Collected data entries

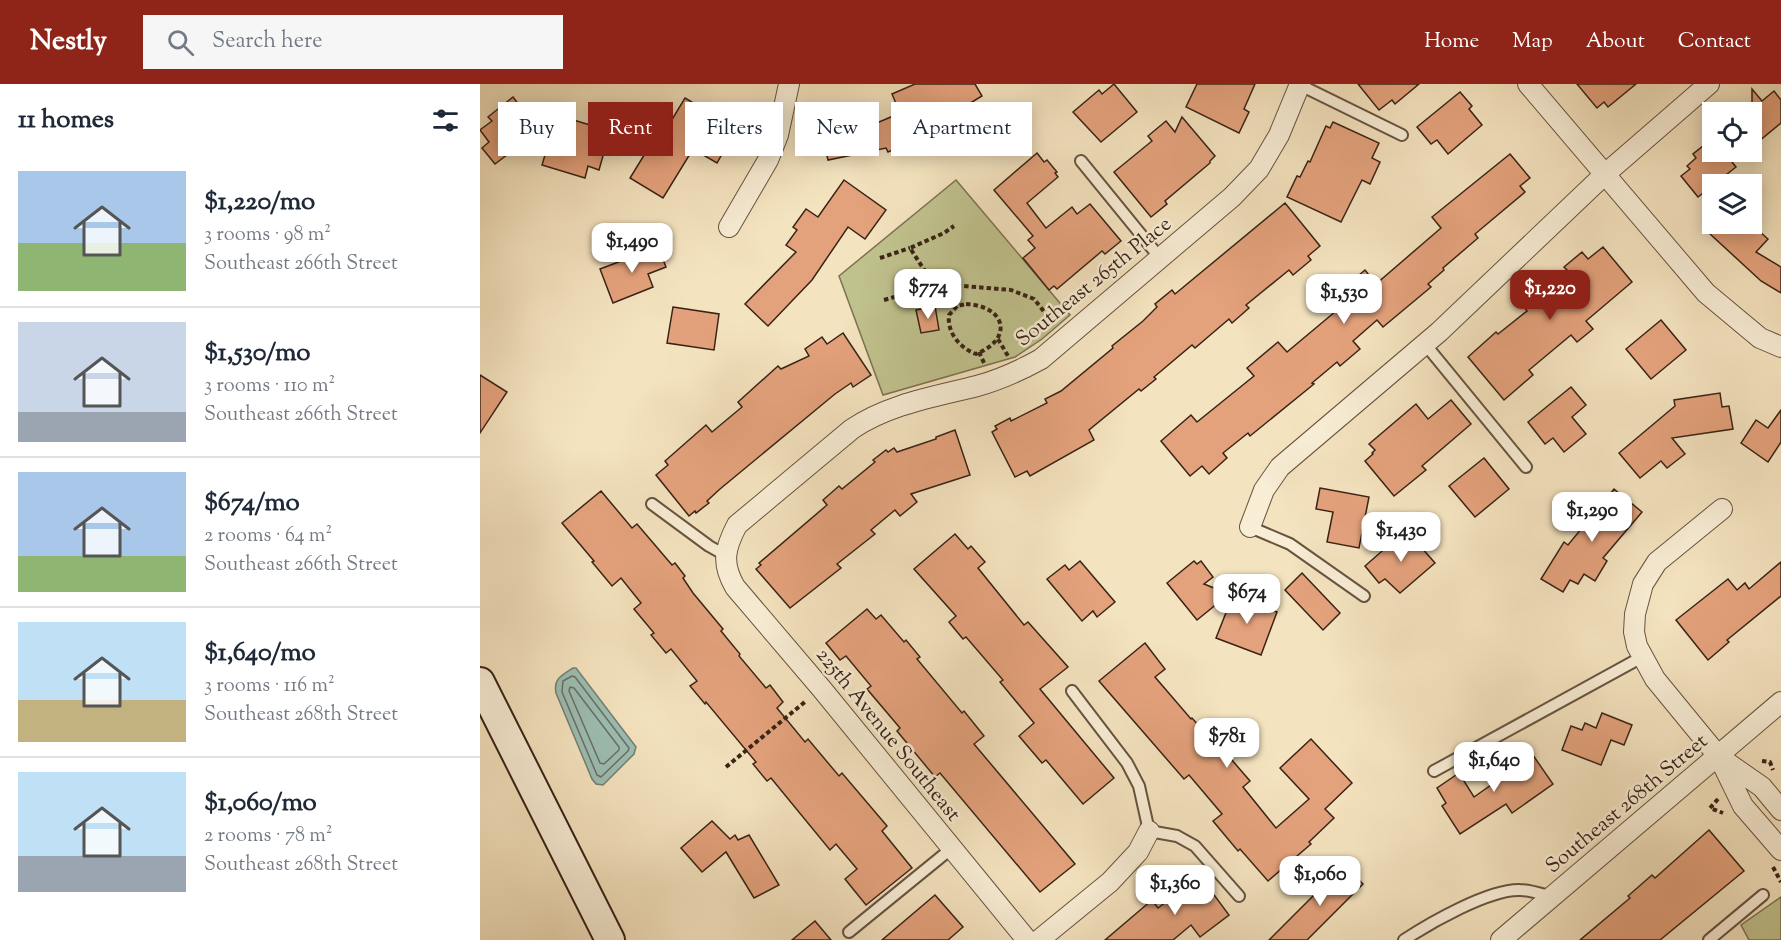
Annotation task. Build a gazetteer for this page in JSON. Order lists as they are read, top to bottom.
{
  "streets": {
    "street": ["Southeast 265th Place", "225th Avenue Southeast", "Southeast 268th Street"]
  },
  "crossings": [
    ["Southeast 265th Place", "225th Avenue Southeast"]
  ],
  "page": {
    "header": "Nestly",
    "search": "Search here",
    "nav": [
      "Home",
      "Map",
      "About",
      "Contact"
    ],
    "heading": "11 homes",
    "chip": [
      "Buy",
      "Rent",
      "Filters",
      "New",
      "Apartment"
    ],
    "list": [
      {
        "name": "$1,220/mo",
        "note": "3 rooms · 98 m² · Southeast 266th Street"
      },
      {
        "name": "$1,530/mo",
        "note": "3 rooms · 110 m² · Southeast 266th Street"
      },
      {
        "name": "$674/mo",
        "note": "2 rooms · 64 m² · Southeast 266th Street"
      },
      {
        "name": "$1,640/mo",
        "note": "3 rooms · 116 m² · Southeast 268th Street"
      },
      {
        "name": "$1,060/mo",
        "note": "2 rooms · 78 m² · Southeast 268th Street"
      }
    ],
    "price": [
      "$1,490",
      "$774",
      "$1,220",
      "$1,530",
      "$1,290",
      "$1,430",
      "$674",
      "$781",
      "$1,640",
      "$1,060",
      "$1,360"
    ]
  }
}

* * *

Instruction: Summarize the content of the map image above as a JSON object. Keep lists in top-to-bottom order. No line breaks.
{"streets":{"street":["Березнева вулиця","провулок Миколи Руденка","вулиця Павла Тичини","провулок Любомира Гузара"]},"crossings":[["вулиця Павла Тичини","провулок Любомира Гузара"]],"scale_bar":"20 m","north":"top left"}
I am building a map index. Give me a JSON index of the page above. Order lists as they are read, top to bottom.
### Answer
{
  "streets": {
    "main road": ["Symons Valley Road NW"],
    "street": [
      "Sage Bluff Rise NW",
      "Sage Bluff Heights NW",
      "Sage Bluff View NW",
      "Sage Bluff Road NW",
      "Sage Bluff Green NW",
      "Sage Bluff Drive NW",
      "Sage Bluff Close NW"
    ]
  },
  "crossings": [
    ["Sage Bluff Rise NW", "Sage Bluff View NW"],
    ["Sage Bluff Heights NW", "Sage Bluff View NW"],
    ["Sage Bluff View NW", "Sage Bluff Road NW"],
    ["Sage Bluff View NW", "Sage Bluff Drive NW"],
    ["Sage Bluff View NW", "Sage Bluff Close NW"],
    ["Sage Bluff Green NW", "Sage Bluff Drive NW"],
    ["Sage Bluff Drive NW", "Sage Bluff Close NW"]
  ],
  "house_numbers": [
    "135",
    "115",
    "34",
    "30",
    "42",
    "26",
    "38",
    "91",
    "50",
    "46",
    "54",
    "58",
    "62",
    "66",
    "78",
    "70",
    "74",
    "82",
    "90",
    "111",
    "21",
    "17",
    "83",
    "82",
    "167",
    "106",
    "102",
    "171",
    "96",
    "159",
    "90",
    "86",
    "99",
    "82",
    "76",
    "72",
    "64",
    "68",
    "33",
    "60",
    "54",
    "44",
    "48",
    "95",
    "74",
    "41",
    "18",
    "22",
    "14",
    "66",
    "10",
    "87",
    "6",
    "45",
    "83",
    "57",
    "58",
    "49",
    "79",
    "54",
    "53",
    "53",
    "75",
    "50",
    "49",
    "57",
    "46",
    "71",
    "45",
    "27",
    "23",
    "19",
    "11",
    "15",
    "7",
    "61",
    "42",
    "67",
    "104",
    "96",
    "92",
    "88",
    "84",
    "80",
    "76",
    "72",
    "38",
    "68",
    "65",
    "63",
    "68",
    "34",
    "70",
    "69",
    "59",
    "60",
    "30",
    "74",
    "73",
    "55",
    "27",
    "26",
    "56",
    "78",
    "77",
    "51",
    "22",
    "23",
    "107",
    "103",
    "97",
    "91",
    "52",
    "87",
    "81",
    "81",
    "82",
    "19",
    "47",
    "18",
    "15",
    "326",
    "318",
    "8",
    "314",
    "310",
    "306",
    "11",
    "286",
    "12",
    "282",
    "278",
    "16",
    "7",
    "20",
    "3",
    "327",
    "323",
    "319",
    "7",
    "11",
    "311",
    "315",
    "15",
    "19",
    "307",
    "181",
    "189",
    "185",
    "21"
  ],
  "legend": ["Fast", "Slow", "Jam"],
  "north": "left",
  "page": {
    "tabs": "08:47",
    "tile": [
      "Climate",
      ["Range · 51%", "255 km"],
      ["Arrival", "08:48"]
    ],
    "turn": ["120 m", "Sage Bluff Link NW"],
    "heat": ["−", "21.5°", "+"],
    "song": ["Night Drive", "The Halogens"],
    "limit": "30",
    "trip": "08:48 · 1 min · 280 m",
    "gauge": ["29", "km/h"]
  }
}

→ **PROMPT**
What lines in the data above contain the word "Rise"? Show them all.

→ **OUTPUT**
      "Sage Bluff Rise NW",
    ["Sage Bluff Rise NW", "Sage Bluff View NW"],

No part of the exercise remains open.